The Swiss National Bank (SNB) in its monetary policy meeting today decided to maintain its current expansionary monetary policy, which basically means:
- Interest on sight deposits at the SNB will remain at –0.75% and the target range for the three-month Libor will remain between –1.25% and –0.25%.
- At the same time, the SNB will remain active in the foreign exchange market, as necessary.
Let’s look at the monetary policy statement for further clues and to assess the bias for future actions:
- SNB said that its policy is intended to make Swiss franc investments less attractive, thus easing pressure on the currency. The Swiss franc is still significantly overvalued. (Dovish bias)
- The policy is also aimed at stabilizing price developments and supporting economic activity. (Neutral bias)
- The new conditional inflation forecast suggests inflation will rise faster over the coming quarters than the SNB predicted in March, largely due to the significant increase in oil prices in the intervening period. However, it feels that the effect of this oil price rise on annual inflation will vanish after the first quarter of 2017. (Mild hawkish bias)

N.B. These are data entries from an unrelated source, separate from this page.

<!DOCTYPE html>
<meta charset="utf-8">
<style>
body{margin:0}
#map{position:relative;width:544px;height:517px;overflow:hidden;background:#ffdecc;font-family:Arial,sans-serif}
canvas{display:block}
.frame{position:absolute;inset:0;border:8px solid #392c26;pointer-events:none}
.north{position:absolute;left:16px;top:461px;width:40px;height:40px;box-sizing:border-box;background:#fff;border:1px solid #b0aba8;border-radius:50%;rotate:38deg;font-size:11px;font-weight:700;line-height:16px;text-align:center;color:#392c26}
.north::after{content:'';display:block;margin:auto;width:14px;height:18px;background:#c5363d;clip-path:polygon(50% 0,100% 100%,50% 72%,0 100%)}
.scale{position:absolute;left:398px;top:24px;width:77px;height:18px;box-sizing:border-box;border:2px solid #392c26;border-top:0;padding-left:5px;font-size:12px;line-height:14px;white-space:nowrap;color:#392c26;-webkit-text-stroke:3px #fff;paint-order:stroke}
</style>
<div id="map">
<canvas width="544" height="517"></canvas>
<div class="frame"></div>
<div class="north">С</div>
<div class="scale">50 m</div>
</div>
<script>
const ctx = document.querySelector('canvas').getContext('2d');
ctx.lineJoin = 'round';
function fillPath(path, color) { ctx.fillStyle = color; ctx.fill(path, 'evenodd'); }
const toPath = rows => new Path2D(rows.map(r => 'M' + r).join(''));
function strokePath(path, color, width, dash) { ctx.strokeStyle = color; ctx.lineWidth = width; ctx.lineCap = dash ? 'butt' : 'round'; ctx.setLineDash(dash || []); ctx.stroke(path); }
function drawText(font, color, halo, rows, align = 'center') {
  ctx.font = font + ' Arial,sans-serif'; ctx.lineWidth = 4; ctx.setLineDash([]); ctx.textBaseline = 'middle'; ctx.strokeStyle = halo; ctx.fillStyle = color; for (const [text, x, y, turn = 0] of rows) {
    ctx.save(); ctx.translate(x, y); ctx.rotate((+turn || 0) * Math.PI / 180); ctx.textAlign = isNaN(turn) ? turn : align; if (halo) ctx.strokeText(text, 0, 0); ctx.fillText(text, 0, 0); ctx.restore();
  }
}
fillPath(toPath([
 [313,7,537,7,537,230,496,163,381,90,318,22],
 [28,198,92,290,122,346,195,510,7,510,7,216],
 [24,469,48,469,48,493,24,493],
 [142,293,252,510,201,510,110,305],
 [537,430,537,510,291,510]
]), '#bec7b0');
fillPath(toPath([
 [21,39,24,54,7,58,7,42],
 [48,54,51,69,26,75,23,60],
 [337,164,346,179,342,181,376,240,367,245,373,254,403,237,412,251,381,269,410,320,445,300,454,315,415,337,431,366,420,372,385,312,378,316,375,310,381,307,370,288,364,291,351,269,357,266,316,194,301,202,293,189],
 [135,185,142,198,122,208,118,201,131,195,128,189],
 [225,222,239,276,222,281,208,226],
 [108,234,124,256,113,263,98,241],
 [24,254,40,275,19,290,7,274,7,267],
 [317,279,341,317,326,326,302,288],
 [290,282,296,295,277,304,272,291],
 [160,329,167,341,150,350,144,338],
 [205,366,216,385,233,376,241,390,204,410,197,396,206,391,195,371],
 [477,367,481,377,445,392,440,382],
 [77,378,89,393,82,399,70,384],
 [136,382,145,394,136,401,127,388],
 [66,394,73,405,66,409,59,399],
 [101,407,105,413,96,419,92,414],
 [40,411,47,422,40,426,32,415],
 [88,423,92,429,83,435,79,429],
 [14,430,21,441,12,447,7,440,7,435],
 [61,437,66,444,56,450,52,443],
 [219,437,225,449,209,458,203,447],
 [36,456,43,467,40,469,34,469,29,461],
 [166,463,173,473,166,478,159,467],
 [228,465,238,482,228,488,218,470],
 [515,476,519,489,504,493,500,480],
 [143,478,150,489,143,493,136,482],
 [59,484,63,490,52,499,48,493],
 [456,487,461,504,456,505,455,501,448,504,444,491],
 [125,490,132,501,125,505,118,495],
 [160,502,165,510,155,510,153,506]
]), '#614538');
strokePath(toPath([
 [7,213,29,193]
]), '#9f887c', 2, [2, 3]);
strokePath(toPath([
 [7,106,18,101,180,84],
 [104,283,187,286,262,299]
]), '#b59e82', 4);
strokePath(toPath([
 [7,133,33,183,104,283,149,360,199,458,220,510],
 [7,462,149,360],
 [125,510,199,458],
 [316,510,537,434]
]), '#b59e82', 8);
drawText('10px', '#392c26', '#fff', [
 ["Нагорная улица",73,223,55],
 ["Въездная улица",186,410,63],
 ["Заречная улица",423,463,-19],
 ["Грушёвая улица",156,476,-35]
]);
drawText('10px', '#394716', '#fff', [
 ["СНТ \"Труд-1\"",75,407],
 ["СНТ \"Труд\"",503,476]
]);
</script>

- Thanks to domestic demand, the global recovery is robust in US and China and becoming broad-based in Europe. SNB expects moderate growth of the global economy to sustain. Manufacturing and trade weak. (Neutral bias)
- It feels positive economic signals helped ease the tensions in financial market but risks remain, especially British referendum can cause uncertainties and volatility. (Conditional dovish bias)
- In Switzerland, real GDP grew at an annualized pace of 0.4 percent and recovery will continue. Exports will recover benefiting labor market and corporate investments.
- Mortgage market slowed but prices edged up. (Neutral bias)
With a clear lack of major dovish bias in the statement, we expect SNB to maintain current policy through 2016 and the first quarter of 2017. However, UK’s exit may change that.
Franc is currently trading at 0.963 per Dollar.